In other business, after the meeting was opened with alderman Tom Menees leading the Pledge of Allegiance and Carrington saying the prayer, the board:
• Voted on second and final reading to opt out of training for its planning commission. The city’s population is low enough that it can opt out and save the city money.
• Discussed the need to fill some holes with dirt, but maintenance employee Perry Carr said he thinks the problem with be solved by discing the property.
• Learned it won’t be long before a piece of problem property in town will need to be mowed again.
• Heard Gibson Electric has the dead tree on Garrigan Road on its list to be cut down.
• Agreed to make corrections to the general fund and sewer fund for September. The board approved total assets of $6,750.70 in the refuse collection fund and $6,562.84 in the street aid fund.
• Was informed several CDs will need to be renewed. City recorder Thelma Green suggested the city might be able to get a better interest rate if it invests its CDs for a longer period of time than the six months and one year period it currently uses. Mrs. Green was instructed to check on the rates and report them to the board.
• Heard there are still  $1,148 in outstanding taxes from 2009 and $147 from 2008. Charter Communications still owes the city $15 from 2009, though Mrs. Green said she does not think the city can bill Charter because it is in bankruptcy.
• Heard material purchased to repair a resident’s driveway has doubled in price since it was last purchased by the city.
• Was informed the planning commission will meet Thursday at 6 p.m. to hear from the public about rezoning of property from residential to commercial. City attorney Bruce Moss will conduct the meeting and planning commission members will be instructed to listen only, making no comments. After hearing from the public, Carrington said they will meet in closed session to vote on what recommendation to give the board of aldermen.
• Agreed to opt out of the statewide building code, which would have called for residents upgrading an existing one- to two-family dwelling or building a new one to have a state inspection for wall insulation thickness, electrical and plumbing. It would cost about $350. Carrington said most small towns in the county were opting out. “Why make people spend that kind of money? I vote no,” Menees said.
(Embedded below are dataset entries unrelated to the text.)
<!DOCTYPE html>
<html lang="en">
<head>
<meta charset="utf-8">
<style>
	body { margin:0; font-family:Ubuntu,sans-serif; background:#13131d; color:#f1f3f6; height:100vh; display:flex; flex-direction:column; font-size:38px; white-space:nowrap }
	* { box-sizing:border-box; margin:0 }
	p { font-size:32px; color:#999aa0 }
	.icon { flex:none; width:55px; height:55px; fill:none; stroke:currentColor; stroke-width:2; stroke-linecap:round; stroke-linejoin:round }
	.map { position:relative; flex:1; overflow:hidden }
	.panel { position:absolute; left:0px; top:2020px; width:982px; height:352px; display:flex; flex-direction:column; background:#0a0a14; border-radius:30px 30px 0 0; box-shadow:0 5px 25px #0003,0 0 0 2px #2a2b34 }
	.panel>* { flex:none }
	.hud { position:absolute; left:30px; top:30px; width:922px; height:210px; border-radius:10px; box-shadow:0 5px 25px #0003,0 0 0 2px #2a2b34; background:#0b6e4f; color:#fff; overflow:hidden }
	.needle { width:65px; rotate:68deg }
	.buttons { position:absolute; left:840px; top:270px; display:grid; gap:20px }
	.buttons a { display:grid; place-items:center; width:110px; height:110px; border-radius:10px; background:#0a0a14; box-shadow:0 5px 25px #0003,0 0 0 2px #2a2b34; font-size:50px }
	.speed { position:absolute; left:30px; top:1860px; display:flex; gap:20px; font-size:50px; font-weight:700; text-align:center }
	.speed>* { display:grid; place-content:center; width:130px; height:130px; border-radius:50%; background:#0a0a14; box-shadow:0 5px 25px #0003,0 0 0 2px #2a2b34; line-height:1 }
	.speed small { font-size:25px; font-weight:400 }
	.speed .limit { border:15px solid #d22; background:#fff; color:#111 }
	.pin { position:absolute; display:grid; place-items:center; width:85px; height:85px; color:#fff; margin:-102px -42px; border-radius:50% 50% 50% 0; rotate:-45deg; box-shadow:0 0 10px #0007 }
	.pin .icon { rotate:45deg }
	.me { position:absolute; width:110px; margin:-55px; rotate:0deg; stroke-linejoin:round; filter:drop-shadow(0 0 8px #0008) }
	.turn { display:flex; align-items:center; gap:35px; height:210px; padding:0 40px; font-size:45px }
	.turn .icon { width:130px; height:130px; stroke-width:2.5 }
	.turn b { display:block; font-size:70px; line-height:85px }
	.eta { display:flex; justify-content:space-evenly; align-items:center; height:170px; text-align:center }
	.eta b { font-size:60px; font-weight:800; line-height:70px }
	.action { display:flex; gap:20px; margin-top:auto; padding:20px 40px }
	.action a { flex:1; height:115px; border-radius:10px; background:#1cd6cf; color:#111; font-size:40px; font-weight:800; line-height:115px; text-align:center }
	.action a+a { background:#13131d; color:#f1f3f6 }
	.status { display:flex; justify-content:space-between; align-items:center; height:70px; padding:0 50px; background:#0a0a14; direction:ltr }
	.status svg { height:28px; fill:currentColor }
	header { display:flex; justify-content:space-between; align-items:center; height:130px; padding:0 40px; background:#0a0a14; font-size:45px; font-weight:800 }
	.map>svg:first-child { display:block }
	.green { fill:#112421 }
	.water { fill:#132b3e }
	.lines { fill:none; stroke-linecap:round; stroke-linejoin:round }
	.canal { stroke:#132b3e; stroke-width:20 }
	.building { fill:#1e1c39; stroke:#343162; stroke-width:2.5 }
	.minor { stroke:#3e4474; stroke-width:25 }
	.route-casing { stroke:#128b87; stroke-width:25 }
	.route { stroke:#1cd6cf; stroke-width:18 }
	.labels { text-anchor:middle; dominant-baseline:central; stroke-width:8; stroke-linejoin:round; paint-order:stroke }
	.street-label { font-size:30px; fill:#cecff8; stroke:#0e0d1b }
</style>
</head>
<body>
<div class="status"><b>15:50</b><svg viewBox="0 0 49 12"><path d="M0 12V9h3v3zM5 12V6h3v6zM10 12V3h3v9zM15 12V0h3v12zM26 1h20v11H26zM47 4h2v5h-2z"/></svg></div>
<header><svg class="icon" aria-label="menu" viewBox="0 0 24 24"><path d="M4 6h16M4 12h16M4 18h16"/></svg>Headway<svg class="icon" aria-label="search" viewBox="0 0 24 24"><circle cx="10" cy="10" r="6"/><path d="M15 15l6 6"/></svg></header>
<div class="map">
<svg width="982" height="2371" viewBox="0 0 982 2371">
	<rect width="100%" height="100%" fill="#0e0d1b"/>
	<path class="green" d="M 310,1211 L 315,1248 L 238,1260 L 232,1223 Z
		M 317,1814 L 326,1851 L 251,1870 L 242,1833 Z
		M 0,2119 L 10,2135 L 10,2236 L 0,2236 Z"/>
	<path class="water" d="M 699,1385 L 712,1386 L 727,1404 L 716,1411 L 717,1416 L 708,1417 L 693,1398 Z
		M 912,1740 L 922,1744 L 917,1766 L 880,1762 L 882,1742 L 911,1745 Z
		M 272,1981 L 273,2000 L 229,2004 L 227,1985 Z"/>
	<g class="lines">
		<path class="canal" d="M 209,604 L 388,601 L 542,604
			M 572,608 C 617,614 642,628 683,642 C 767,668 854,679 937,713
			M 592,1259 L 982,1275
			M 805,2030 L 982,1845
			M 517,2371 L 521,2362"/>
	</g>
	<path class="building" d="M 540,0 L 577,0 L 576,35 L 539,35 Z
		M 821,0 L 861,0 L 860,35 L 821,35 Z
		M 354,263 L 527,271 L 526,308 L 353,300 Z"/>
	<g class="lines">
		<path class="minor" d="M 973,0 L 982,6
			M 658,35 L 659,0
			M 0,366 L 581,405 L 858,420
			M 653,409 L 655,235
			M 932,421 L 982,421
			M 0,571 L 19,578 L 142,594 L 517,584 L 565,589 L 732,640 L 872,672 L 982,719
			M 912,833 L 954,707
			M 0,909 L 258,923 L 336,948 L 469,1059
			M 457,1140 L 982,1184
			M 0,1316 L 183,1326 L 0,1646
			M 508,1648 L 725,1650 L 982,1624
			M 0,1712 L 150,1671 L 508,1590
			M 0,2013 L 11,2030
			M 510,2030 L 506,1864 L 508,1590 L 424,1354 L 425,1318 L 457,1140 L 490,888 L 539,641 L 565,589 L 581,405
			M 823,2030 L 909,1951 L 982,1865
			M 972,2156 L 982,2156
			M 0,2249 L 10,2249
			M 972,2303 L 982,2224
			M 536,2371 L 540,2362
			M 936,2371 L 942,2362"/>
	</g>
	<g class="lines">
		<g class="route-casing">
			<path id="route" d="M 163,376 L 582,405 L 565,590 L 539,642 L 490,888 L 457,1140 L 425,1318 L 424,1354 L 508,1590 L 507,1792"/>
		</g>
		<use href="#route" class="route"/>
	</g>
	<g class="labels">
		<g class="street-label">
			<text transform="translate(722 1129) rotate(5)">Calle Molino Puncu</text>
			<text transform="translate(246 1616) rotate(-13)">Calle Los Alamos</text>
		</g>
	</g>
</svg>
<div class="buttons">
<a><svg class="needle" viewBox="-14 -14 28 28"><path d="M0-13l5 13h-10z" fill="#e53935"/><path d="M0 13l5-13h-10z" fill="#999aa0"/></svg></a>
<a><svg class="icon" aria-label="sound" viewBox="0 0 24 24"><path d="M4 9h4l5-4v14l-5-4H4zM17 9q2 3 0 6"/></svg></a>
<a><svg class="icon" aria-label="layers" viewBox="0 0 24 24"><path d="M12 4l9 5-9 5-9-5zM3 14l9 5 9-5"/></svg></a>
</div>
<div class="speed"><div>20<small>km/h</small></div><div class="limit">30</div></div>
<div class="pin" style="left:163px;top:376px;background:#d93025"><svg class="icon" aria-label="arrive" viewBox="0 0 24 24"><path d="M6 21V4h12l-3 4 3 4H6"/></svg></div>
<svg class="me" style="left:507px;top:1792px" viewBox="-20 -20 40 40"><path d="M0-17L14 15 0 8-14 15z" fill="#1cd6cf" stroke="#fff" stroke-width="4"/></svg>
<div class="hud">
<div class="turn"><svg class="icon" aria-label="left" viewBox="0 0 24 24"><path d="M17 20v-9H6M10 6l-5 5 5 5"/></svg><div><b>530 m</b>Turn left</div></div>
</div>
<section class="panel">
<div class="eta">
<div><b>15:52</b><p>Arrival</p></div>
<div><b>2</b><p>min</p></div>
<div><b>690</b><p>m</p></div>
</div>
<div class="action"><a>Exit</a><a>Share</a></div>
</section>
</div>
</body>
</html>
• Learned someone damaged the Civic Auditorium by running over it with what appeared to be a truck with its tailgate down. The driver did not report his offense and now the city will have to pay the cost to repair it. Menees will seek bids for the job.
• Donated $200 to Chimes for Charity.
• Was requested by Ms. Bellamy to place a street light at Mount Herman and Carr streets. Carrington said the city will have to check with the neighbors to see if they want one.
• Agreed to call Union City city manager Kathy Dillon after learning from Ms. Bellamy that Union City’s water department made a repair at 311 Mount Herman St. several months ago and have not repaired the street.
• Learned from Ms. Bellamy, who at the September meeting complained about frogs in her toilet, that she has realized there is no way the frogs are coming through the sewer system. She said she will have to watch to see where they are entering her home.
• Was invited to a 60th anniversary reception for Baptist Memorial Hospital-Union City on Oct. 19 from 11 a.m. until 1 p.m. in the garden at the hospital. In case of inclement weather, the event will be moved to the hospital cafeteria. Remarks will be made at 11:45 a.m.